(Saved entries)
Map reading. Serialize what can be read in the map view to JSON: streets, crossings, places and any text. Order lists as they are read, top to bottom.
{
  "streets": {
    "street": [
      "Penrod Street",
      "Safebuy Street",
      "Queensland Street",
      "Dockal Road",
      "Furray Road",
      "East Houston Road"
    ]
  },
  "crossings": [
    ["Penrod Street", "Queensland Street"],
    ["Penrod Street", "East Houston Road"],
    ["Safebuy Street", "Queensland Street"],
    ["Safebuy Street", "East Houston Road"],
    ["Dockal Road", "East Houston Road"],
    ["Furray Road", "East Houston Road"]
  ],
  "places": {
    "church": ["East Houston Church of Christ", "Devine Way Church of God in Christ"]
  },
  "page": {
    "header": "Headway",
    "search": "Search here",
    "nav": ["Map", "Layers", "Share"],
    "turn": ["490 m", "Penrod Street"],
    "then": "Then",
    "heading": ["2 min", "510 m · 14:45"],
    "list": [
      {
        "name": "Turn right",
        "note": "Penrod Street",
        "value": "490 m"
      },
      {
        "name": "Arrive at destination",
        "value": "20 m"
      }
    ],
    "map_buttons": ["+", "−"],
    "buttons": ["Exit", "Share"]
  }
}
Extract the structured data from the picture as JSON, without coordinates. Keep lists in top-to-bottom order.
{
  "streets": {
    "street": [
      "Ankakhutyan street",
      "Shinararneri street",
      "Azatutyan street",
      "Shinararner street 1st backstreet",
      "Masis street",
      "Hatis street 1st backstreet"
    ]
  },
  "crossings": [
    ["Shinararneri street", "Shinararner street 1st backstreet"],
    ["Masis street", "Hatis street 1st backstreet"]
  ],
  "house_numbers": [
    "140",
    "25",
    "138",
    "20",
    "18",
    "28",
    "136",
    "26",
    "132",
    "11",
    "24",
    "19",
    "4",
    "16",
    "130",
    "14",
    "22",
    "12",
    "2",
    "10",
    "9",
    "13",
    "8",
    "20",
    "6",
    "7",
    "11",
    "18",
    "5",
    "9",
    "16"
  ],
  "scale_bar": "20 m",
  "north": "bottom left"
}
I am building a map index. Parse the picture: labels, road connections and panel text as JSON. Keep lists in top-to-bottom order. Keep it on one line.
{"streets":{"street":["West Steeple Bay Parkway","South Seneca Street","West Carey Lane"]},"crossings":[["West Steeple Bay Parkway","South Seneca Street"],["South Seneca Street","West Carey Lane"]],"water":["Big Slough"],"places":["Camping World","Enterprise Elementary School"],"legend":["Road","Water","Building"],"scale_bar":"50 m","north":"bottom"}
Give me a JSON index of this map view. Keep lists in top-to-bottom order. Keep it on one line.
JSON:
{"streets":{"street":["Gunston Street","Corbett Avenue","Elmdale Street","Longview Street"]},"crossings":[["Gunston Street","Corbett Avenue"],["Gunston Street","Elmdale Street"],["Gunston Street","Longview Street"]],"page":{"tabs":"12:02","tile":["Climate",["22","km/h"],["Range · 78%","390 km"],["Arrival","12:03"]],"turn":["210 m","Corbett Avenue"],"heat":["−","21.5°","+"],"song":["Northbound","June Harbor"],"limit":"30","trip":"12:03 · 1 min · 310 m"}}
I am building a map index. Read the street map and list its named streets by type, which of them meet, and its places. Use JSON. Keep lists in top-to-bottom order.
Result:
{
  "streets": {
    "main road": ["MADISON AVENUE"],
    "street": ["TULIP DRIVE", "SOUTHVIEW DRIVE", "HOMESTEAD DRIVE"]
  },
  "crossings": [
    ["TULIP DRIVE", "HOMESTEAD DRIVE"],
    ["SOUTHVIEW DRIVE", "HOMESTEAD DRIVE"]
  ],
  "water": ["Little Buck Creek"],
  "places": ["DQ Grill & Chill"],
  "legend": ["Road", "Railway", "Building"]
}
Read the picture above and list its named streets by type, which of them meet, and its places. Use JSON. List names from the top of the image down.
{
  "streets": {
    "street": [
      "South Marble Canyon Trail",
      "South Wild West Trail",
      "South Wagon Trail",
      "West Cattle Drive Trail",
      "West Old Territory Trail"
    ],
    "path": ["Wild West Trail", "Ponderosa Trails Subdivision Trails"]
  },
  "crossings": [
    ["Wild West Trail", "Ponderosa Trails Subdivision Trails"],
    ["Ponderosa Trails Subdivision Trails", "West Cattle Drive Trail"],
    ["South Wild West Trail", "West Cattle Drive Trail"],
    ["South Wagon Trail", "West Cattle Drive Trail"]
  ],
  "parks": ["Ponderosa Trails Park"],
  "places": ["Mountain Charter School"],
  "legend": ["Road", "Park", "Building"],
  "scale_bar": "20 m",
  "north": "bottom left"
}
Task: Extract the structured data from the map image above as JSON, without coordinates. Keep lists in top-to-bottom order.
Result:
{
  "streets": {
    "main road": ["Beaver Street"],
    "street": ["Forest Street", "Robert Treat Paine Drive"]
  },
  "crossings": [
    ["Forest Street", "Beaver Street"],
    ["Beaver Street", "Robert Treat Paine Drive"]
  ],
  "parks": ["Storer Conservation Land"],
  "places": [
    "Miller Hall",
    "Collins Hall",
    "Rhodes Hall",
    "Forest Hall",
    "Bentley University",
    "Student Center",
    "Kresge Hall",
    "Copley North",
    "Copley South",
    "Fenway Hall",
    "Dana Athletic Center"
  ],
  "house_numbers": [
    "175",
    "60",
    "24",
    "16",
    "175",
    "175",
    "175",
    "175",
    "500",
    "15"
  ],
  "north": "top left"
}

Description of the task: The answer must restate all of the entries exactly.

Exercise solution:
Map reading. Serialize what can be read in the map view to JSON: streets, crossings, places and any text. Order lists as they are read, top to bottom.
{
  "streets": {
    "street": [
      "Penrod Street",
      "Safebuy Street",
      "Queensland Street",
      "Dockal Road",
      "Furray Road",
      "East Houston Road"
    ]
  },
  "crossings": [
    ["Penrod Street", "Queensland Street"],
    ["Penrod Street", "East Houston Road"],
    ["Safebuy Street", "Queensland Street"],
    ["Safebuy Street", "East Houston Road"],
    ["Dockal Road", "East Houston Road"],
    ["Furray Road", "East Houston Road"]
  ],
  "places": {
    "church": ["East Houston Church of Christ", "Devine Way Church of God in Christ"]
  },
  "page": {
    "header": "Headway",
    "search": "Search here",
    "nav": ["Map", "Layers", "Share"],
    "turn": ["490 m", "Penrod Street"],
    "then": "Then",
    "heading": ["2 min", "510 m · 14:45"],
    "list": [
      {
        "name": "Turn right",
        "note": "Penrod Street",
        "value": "490 m"
      },
      {
        "name": "Arrive at destination",
        "value": "20 m"
      }
    ],
    "map_buttons": ["+", "−"],
    "buttons": ["Exit", "Share"]
  }
}
Extract the structured data from the picture as JSON, without coordinates. Keep lists in top-to-bottom order.
{
  "streets": {
    "street": [
      "Ankakhutyan street",
      "Shinararneri street",
      "Azatutyan street",
      "Shinararner street 1st backstreet",
      "Masis street",
      "Hatis street 1st backstreet"
    ]
  },
  "crossings": [
    ["Shinararneri street", "Shinararner street 1st backstreet"],
    ["Masis street", "Hatis street 1st backstreet"]
  ],
  "house_numbers": [
    "140",
    "25",
    "138",
    "20",
    "18",
    "28",
    "136",
    "26",
    "132",
    "11",
    "24",
    "19",
    "4",
    "16",
    "130",
    "14",
    "22",
    "12",
    "2",
    "10",
    "9",
    "13",
    "8",
    "20",
    "6",
    "7",
    "11",
    "18",
    "5",
    "9",
    "16"
  ],
  "scale_bar": "20 m",
  "north": "bottom left"
}
I am building a map index. Parse the picture: labels, road connections and panel text as JSON. Keep lists in top-to-bottom order. Keep it on one line.
{"streets":{"street":["West Steeple Bay Parkway","South Seneca Street","West Carey Lane"]},"crossings":[["West Steeple Bay Parkway","South Seneca Street"],["South Seneca Street","West Carey Lane"]],"water":["Big Slough"],"places":["Camping World","Enterprise Elementary School"],"legend":["Road","Water","Building"],"scale_bar":"50 m","north":"bottom"}
Give me a JSON index of this map view. Keep lists in top-to-bottom order. Keep it on one line.
JSON:
{"streets":{"street":["Gunston Street","Corbett Avenue","Elmdale Street","Longview Street"]},"crossings":[["Gunston Street","Corbett Avenue"],["Gunston Street","Elmdale Street"],["Gunston Street","Longview Street"]],"page":{"tabs":"12:02","tile":["Climate",["22","km/h"],["Range · 78%","390 km"],["Arrival","12:03"]],"turn":["210 m","Corbett Avenue"],"heat":["−","21.5°","+"],"song":["Northbound","June Harbor"],"limit":"30","trip":"12:03 · 1 min · 310 m"}}
I am building a map index. Read the street map and list its named streets by type, which of them meet, and its places. Use JSON. Keep lists in top-to-bottom order.
Result:
{
  "streets": {
    "main road": ["MADISON AVENUE"],
    "street": ["TULIP DRIVE", "SOUTHVIEW DRIVE", "HOMESTEAD DRIVE"]
  },
  "crossings": [
    ["TULIP DRIVE", "HOMESTEAD DRIVE"],
    ["SOUTHVIEW DRIVE", "HOMESTEAD DRIVE"]
  ],
  "water": ["Little Buck Creek"],
  "places": ["DQ Grill & Chill"],
  "legend": ["Road", "Railway", "Building"]
}
Read the picture above and list its named streets by type, which of them meet, and its places. Use JSON. List names from the top of the image down.
{
  "streets": {
    "street": [
      "South Marble Canyon Trail",
      "South Wild West Trail",
      "South Wagon Trail",
      "West Cattle Drive Trail",
      "West Old Territory Trail"
    ],
    "path": ["Wild West Trail", "Ponderosa Trails Subdivision Trails"]
  },
  "crossings": [
    ["Wild West Trail", "Ponderosa Trails Subdivision Trails"],
    ["Ponderosa Trails Subdivision Trails", "West Cattle Drive Trail"],
    ["South Wild West Trail", "West Cattle Drive Trail"],
    ["South Wagon Trail", "West Cattle Drive Trail"]
  ],
  "parks": ["Ponderosa Trails Park"],
  "places": ["Mountain Charter School"],
  "legend": ["Road", "Park", "Building"],
  "scale_bar": "20 m",
  "north": "bottom left"
}
Task: Extract the structured data from the map image above as JSON, without coordinates. Keep lists in top-to-bottom order.
Result:
{
  "streets": {
    "main road": ["Beaver Street"],
    "street": ["Forest Street", "Robert Treat Paine Drive"]
  },
  "crossings": [
    ["Forest Street", "Beaver Street"],
    ["Beaver Street", "Robert Treat Paine Drive"]
  ],
  "parks": ["Storer Conservation Land"],
  "places": [
    "Miller Hall",
    "Collins Hall",
    "Rhodes Hall",
    "Forest Hall",
    "Bentley University",
    "Student Center",
    "Kresge Hall",
    "Copley North",
    "Copley South",
    "Fenway Hall",
    "Dana Athletic Center"
  ],
  "house_numbers": [
    "175",
    "60",
    "24",
    "16",
    "175",
    "175",
    "175",
    "175",
    "500",
    "15"
  ],
  "north": "top left"
}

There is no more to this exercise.